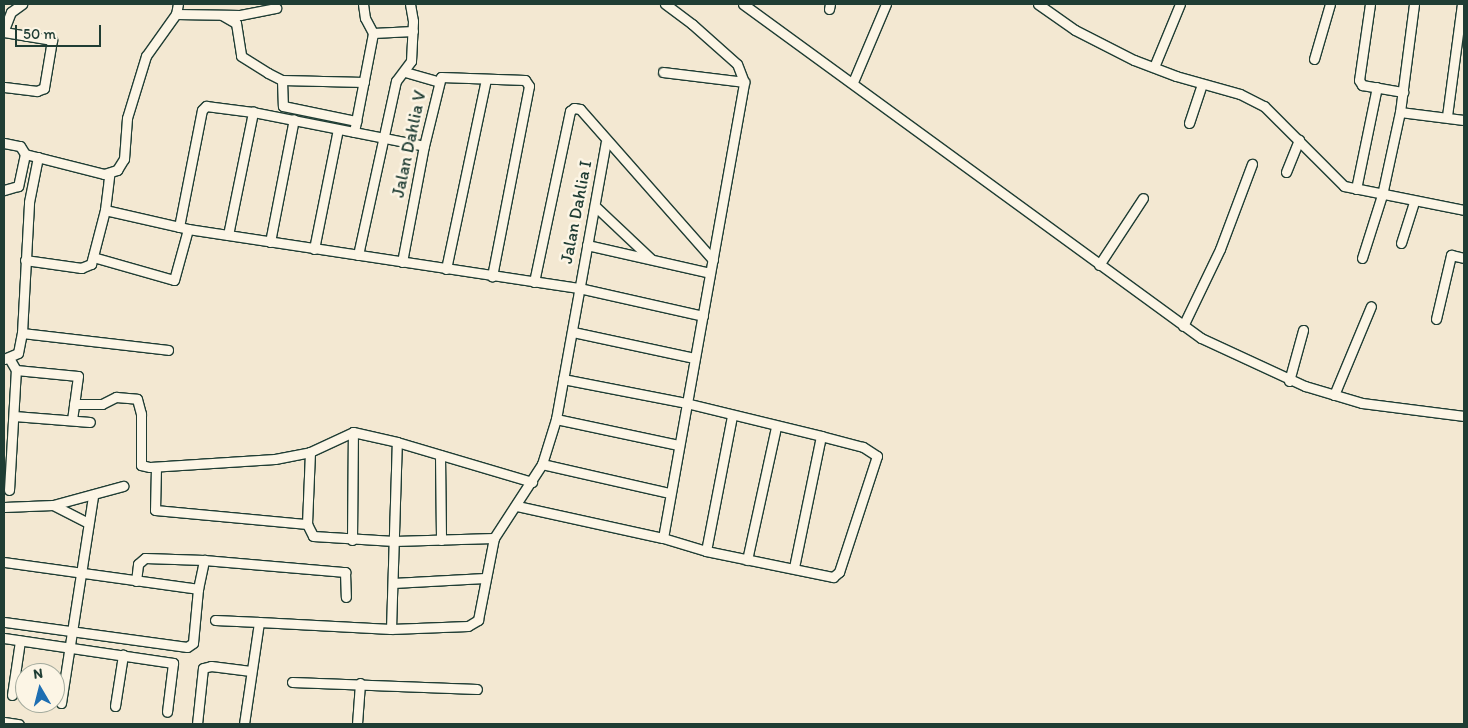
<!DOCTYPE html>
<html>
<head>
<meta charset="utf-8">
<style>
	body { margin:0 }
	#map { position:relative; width:1468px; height:728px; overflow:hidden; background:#f3e8d2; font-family:Itim,sans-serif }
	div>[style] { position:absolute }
	.roads { filter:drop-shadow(1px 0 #1f3d34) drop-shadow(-1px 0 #1f3d34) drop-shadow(0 1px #1f3d34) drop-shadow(0 -1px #1f3d34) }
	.street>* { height:9px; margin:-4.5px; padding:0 4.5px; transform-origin:4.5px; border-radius:4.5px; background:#fcf5e5 }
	span { translate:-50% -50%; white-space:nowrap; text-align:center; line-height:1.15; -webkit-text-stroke:5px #fcf5e5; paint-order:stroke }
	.street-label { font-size:18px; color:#1f3d34 }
	.frame { position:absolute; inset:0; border:5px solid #1f3d34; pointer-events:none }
	.north { position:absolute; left:15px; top:663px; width:50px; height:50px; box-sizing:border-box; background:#fcf5e5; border:1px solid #a4ab9e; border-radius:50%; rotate:352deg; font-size:14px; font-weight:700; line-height:20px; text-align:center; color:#1f3d34 }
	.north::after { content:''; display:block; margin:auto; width:18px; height:22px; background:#1f6fb2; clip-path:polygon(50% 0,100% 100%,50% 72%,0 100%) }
	.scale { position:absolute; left:15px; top:25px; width:86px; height:22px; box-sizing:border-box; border:2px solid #1f3d34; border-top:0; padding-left:6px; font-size:15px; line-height:18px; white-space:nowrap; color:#1f3d34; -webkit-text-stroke:4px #fcf5e5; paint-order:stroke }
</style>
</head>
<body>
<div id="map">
	<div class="roads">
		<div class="street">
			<div style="left:363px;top:4px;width:14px;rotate:82deg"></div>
			<div style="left:365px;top:18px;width:17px;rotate:62deg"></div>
			<div style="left:743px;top:4px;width:567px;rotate:36.1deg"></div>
			<div style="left:1201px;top:338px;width:115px;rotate:24.8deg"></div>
			<div style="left:1305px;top:386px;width:59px;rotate:16.6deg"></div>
			<div style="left:1362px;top:403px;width:103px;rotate:7.3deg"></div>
			<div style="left:1038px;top:4px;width:45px;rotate:35.1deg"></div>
			<div style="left:1075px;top:30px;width:66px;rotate:27deg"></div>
			<div style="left:1134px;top:60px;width:45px;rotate:20.9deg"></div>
			<div style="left:1176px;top:76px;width:66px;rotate:15.7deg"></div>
			<div style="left:1240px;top:94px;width:27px;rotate:27deg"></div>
			<div style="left:1264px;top:106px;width:113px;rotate:45deg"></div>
			<div style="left:1344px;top:186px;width:122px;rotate:11.3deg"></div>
			<div style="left:1370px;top:4px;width:77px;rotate:98.2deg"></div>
			<div style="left:1359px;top:80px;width:6px;rotate:59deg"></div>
			<div style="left:1362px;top:85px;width:42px;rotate:9.7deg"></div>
			<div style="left:829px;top:9px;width:5px;rotate:-79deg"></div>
			<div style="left:176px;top:14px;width:64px;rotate:0.9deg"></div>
			<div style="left:240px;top:15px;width:37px;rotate:-11deg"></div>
			<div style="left:222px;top:15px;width:16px;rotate:30deg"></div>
			<div style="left:236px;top:23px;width:33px;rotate:81deg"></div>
			<div style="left:241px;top:56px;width:32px;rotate:32deg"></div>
			<div style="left:268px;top:73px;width:16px;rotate:27deg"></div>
			<div style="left:282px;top:80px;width:82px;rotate:1.4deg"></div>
			<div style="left:4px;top:30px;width:19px;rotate:-69deg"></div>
			<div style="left:11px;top:12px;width:14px;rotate:-36deg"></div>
			<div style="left:4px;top:32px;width:49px;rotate:9.5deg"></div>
			<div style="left:52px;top:40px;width:49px;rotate:99.5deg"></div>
			<div style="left:44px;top:88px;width:8px;rotate:157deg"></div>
			<div style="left:37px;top:91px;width:33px;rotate:-173deg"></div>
			<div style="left:1314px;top:59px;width:57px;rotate:-73.8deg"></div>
			<div style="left:1154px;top:67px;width:68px;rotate:-67.6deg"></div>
			<div style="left:405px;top:72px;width:35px;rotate:16deg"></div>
			<div style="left:663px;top:72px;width:82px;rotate:7deg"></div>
			<div style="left:282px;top:80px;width:26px;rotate:88deg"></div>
			<div style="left:283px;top:106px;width:75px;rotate:11.6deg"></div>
			<div style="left:853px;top:82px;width:85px;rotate:-67.1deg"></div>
			<div style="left:1400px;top:112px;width:64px;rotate:7.1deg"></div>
			<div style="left:1447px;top:116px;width:113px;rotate:-82.4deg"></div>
			<div style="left:1189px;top:123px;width:41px;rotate:-71.6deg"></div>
			<div style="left:354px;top:132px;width:101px;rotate:-79.1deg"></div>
			<div style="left:373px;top:33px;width:40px;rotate:-2.9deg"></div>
			<div style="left:4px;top:143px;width:16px;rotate:11deg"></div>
			<div style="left:20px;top:146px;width:9px;rotate:58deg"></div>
			<div style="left:25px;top:154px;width:33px;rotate:102deg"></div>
			<div style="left:18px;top:186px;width:15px;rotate:164deg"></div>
			<div style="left:25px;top:154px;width:81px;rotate:14.2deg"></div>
			<div style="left:104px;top:174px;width:14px;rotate:-17deg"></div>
			<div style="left:117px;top:170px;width:13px;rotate:-58deg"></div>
			<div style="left:124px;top:159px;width:41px;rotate:-85.8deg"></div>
			<div style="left:127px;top:118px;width:65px;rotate:-73deg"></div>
			<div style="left:146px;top:56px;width:52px;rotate:-54.5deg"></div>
			<div style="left:176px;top:14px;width:10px;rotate:-79deg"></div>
			<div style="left:1286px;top:172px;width:35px;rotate:-68deg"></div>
			<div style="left:1356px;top:189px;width:104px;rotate:-78.4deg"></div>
			<div style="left:595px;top:206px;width:76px;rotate:43.4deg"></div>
			<div style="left:105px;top:210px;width:85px;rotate:12.9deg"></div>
			<div style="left:188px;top:229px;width:395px;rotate:8.6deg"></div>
			<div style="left:579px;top:288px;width:127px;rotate:12.7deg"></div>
			<div style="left:179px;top:227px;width:119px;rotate:-78.9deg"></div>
			<div style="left:202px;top:110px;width:6px;rotate:-45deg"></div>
			<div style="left:206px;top:106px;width:47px;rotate:7.3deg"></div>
			<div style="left:253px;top:112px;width:174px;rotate:11.2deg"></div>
			<div style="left:228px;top:235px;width:126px;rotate:-78.5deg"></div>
			<div style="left:270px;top:242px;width:125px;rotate:-79deg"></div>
			<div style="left:1401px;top:243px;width:43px;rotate:-72.4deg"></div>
			<div style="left:587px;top:245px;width:126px;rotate:12.8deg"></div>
			<div style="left:314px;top:249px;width:122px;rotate:-78.7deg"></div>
			<div style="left:358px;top:255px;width:178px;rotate:-77.7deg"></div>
			<div style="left:396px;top:81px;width:25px;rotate:-53deg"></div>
			<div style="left:411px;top:61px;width:40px;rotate:-87.1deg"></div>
			<div style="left:413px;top:21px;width:17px;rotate:-100deg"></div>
			<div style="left:93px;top:257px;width:84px;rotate:15.9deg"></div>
			<div style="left:174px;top:280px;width:53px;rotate:-74.6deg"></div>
			<div style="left:1362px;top:258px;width:66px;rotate:-72.4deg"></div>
			<div style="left:1382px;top:195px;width:85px;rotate:-77.8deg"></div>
			<div style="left:1400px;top:112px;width:109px;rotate:-82.6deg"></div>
			<div style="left:25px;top:260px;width:57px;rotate:8.1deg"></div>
			<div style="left:81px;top:268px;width:11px;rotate:-22deg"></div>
			<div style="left:91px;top:264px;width:56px;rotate:-75.5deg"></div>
			<div style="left:105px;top:210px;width:35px;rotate:-83deg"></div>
			<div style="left:402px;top:262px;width:118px;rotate:-79.3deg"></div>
			<div style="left:424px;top:146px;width:71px;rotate:-76.2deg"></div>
			<div style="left:441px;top:77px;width:84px;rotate:2deg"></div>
			<div style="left:525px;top:80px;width:7px;rotate:56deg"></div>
			<div style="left:529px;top:86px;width:194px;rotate:101deg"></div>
			<div style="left:1099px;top:265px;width:80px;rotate:-56.7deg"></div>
			<div style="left:446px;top:269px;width:194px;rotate:-78.1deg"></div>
			<div style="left:534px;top:282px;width:175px;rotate:-78.1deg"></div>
			<div style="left:570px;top:111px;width:5px;rotate:-37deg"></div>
			<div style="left:574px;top:108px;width:6px;rotate:9deg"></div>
			<div style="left:580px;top:109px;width:201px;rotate:48.6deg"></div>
			<div style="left:1436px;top:319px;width:66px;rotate:-76.8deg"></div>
			<div style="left:1451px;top:255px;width:13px;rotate:13deg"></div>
			<div style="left:1183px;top:326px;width:85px;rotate:-64.3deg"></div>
			<div style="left:1220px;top:249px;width:91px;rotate:-69.4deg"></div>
			<div style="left:573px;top:332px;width:124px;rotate:12.1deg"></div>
			<div style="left:22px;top:333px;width:147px;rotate:6.6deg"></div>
			<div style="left:4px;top:359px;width:15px;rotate:-23deg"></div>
			<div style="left:18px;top:353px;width:20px;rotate:-79deg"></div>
			<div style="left:22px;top:333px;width:131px;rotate:-86.9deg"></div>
			<div style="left:29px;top:202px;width:46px;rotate:-78.7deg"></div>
			<div style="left:16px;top:370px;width:62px;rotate:5.5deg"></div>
			<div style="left:78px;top:376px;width:44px;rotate:97.8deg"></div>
			<div style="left:563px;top:379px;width:125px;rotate:11deg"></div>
			<div style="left:686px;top:403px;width:139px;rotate:13.7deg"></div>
			<div style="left:821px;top:436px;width:134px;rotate:101.6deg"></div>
			<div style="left:1289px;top:381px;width:53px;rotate:-74.6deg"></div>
			<div style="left:1334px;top:395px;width:96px;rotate:-67.4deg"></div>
			<div style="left:74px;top:404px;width:28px"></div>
			<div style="left:102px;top:404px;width:16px;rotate:-27deg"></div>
			<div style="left:116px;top:397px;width:21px;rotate:5deg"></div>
			<div style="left:137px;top:399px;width:16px;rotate:75deg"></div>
			<div style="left:141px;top:414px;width:51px;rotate:90deg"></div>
			<div style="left:141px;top:465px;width:9px;rotate:13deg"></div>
			<div style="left:150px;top:467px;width:125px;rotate:-3.7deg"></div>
			<div style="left:275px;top:459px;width:36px;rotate:-11deg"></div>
			<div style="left:310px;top:452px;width:47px;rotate:-24.9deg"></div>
			<div style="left:353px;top:432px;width:45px;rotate:12.8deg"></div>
			<div style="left:397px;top:442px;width:141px;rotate:16.5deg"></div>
			<div style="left:14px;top:416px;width:76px;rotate:4.5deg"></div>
			<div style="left:556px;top:419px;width:125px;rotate:12deg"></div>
			<div style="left:310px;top:452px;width:72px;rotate:92.4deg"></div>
			<div style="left:307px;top:524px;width:13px;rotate:63deg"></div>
			<div style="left:313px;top:536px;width:81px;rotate:3.5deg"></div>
			<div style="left:394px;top:541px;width:100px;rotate:-1.7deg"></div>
			<div style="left:440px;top:455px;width:85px;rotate:89.3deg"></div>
			<div style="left:542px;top:464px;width:131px;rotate:12.8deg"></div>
			<div style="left:156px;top:467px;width:43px;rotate:91.3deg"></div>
			<div style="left:155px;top:510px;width:153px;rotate:5.3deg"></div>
			<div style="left:9px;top:490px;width:120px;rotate:-86.7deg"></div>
			<div style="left:16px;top:370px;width:14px;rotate:-120deg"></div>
			<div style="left:53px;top:505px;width:39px;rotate:27deg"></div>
			<div style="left:517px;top:506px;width:149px;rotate:12.4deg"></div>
			<div style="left:663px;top:538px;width:45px;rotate:16.8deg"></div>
			<div style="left:706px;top:551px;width:130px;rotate:11.6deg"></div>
			<div style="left:833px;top:577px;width:8px;rotate:-40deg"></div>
			<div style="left:839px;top:572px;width:122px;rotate:-71.9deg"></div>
			<div style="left:877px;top:456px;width:17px;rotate:-147deg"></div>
			<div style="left:863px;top:447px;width:43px;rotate:-165.3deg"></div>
			<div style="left:4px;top:507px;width:49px;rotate:-2.3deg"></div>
			<div style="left:53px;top:505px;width:73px;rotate:-15.2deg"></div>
			<div style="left:663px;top:538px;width:463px;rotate:-79.9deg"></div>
			<div style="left:744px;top:82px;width:19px;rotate:-111deg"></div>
			<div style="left:737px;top:64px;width:60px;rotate:-138.4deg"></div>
			<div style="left:692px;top:24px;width:34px;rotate:-143deg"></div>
			<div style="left:352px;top:540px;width:108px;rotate:-89.5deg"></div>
			<div style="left:706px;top:551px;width:137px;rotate:-79.1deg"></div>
			<div style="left:747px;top:560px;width:136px;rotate:-77.7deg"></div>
			<div style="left:4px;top:562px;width:196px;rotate:7.9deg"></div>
			<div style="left:198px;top:589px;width:54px;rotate:95.3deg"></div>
			<div style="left:193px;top:643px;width:7px;rotate:146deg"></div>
			<div style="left:187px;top:647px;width:185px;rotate:-172.2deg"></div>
			<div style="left:136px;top:581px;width:17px;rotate:-83deg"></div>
			<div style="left:138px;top:564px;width:9px;rotate:-41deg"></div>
			<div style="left:145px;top:558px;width:59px;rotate:1.9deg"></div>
			<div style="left:204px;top:560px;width:142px;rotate:4.9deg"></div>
			<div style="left:345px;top:572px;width:25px;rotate:88deg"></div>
			<div style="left:393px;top:583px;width:92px;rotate:-3.1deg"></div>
			<div style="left:198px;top:589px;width:30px;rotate:-78deg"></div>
			<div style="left:215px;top:620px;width:44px;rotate:2.6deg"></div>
			<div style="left:391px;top:629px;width:187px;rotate:-88.2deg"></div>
			<div style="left:4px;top:638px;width:171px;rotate:8.4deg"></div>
			<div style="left:173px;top:663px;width:49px;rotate:97deg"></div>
			<div style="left:292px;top:682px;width:185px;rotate:2.2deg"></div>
			<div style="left:12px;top:695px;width:55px;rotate:-81.6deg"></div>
			<div style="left:61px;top:703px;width:209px;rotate:-81.2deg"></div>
			<div style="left:115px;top:706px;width:52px;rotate:-81.1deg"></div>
			<div style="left:4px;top:722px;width:15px;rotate:8deg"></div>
			<div style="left:197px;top:724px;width:56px;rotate:-83.9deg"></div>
			<div style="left:203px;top:668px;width:8px;rotate:-14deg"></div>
			<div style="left:211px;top:666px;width:40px;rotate:7.1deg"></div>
			<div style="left:244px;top:724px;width:103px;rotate:-81.6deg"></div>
			<div style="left:259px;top:622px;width:132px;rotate:3deg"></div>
			<div style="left:391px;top:629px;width:77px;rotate:-2.2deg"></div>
			<div style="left:468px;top:626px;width:12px;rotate:-31deg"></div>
			<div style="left:478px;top:620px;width:84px;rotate:-79deg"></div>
			<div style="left:494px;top:538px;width:88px;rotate:-57deg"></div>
			<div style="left:542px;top:464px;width:47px;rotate:-72.7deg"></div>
			<div style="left:556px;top:419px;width:281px;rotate:-79.8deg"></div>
			<div style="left:357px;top:724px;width:41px;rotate:-85.8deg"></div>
		</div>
	</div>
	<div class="street-label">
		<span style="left:409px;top:144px;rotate:-78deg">Jalan Dahlia V</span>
		<span style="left:576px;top:212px;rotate:-79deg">Jalan Dahlia I</span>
	</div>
	<div class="frame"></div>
	<div class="north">N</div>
	<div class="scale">50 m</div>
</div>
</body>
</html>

■ **Work required**: Here the job is to output the lines from the top of the listing through the line holding "filter:drop-shadow(1px 0 #1f3d34)", word for word and without pictures.

■ **Response to this exercise**:
<!DOCTYPE html>
<html>
<head>
<meta charset="utf-8">
<style>
	body { margin:0 }
	#map { position:relative; width:1468px; height:728px; overflow:hidden; background:#f3e8d2; font-family:Itim,sans-serif }
	div>[style] { position:absolute }
	.roads { filter:drop-shadow(1px 0 #1f3d34) drop-shadow(-1px 0 #1f3d34) drop-shadow(0 1px #1f3d34) drop-shadow(0 -1px #1f3d34) }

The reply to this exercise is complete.